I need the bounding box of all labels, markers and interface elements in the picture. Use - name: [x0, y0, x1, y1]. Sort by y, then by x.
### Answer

...

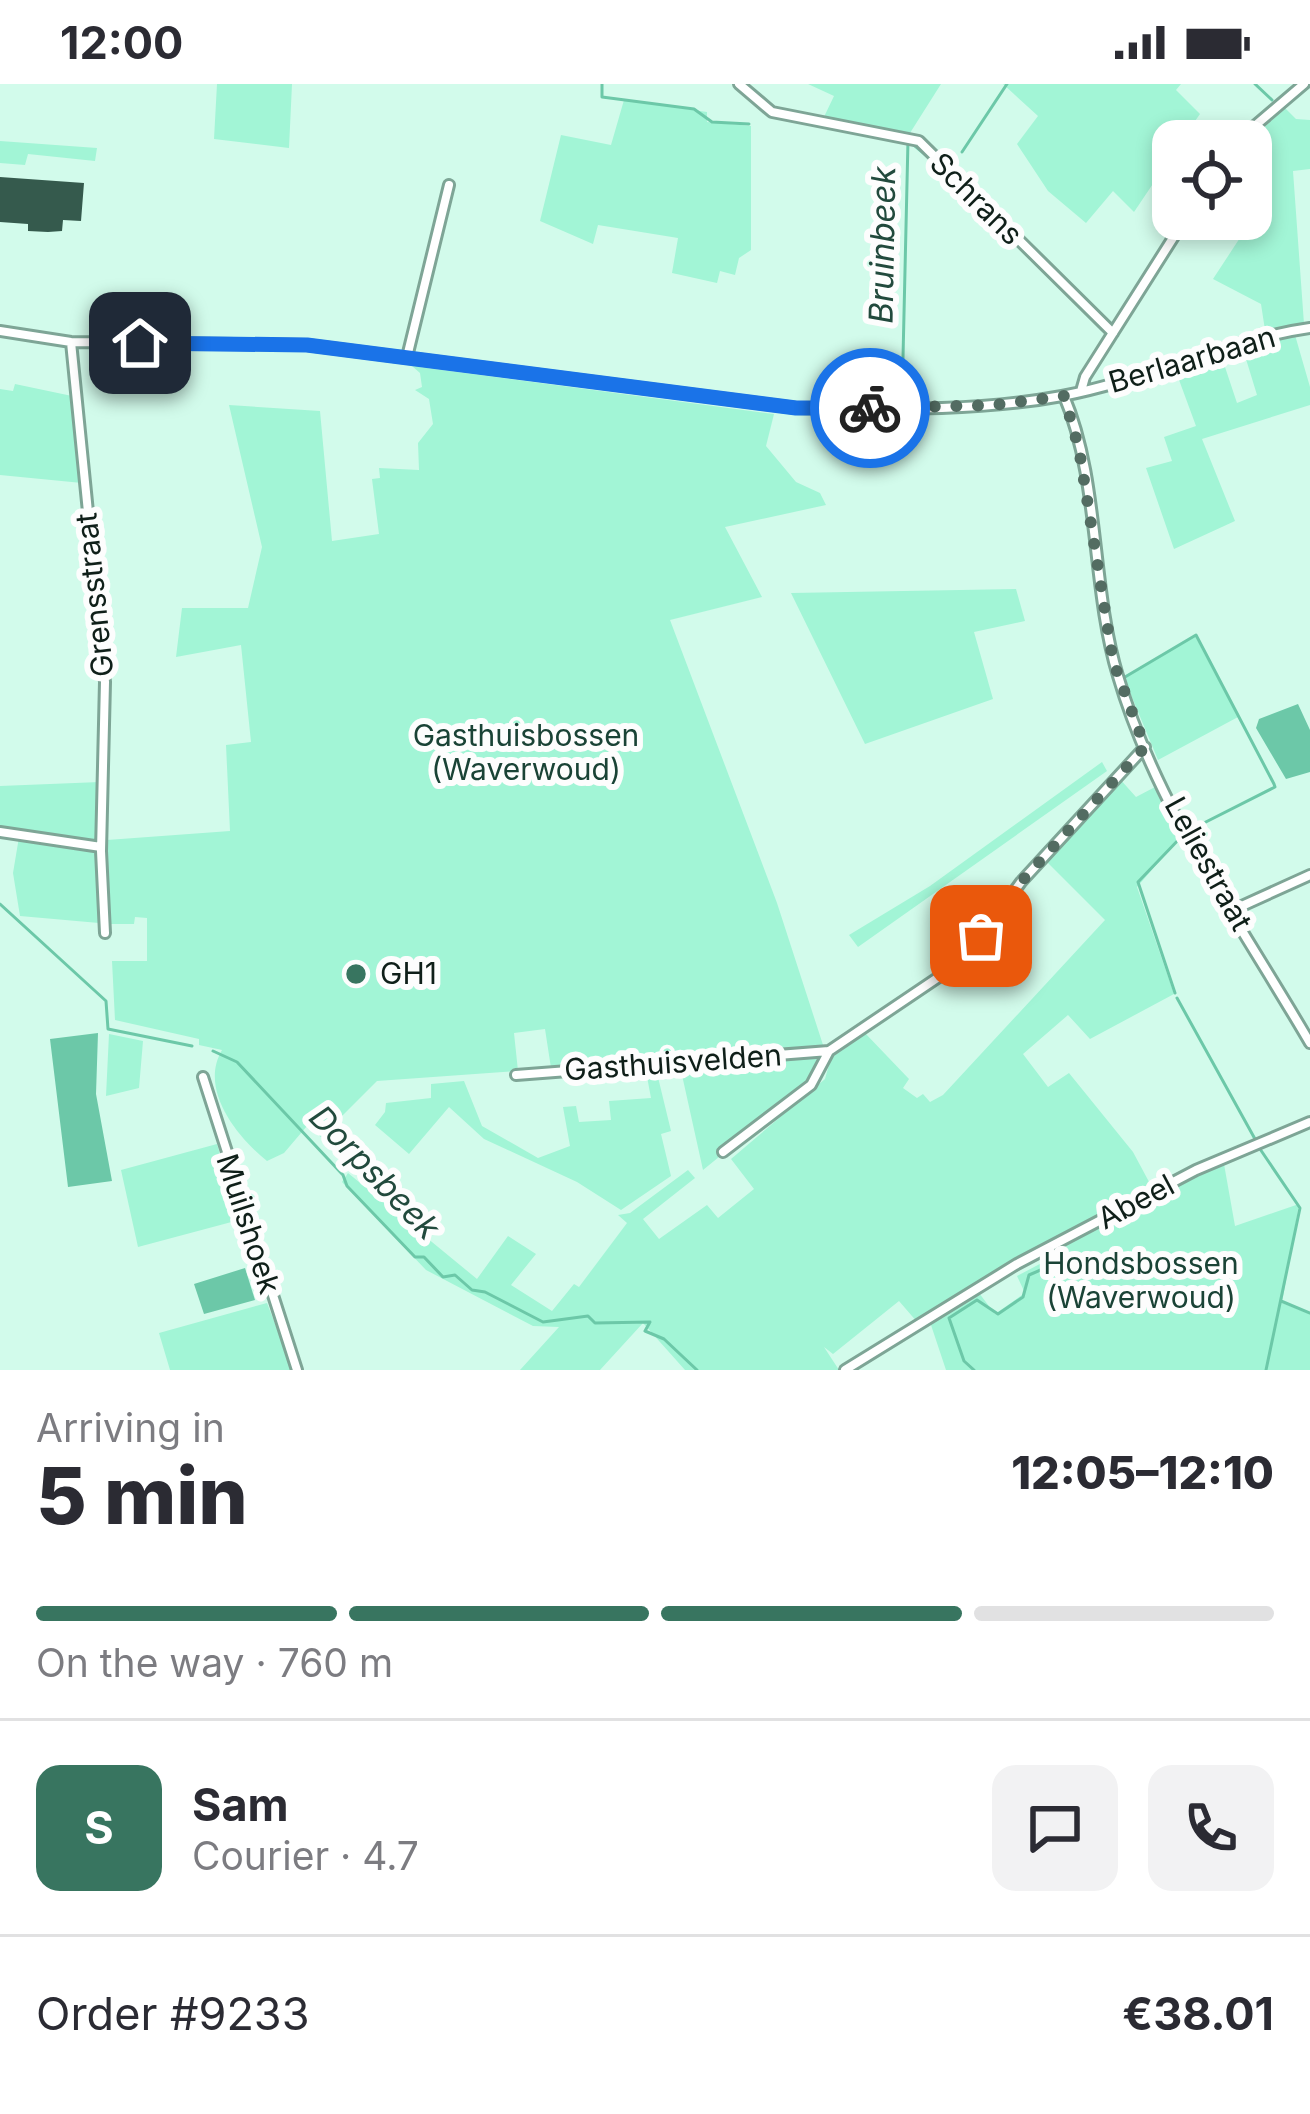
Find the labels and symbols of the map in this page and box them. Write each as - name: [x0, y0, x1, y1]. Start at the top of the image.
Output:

### Exercise
If a line in the entries contains the word "name", copy that line out.

### Response
I need the bounding box of all labels, markers and interface elements in the picture. Use - name: [x0, y0, x1, y1]. Sort by y, then by x.
Find the labels and symbols of the map in this page and box them. Write each as - name: [x0, y0, x1, y1]. Start at the top of the image.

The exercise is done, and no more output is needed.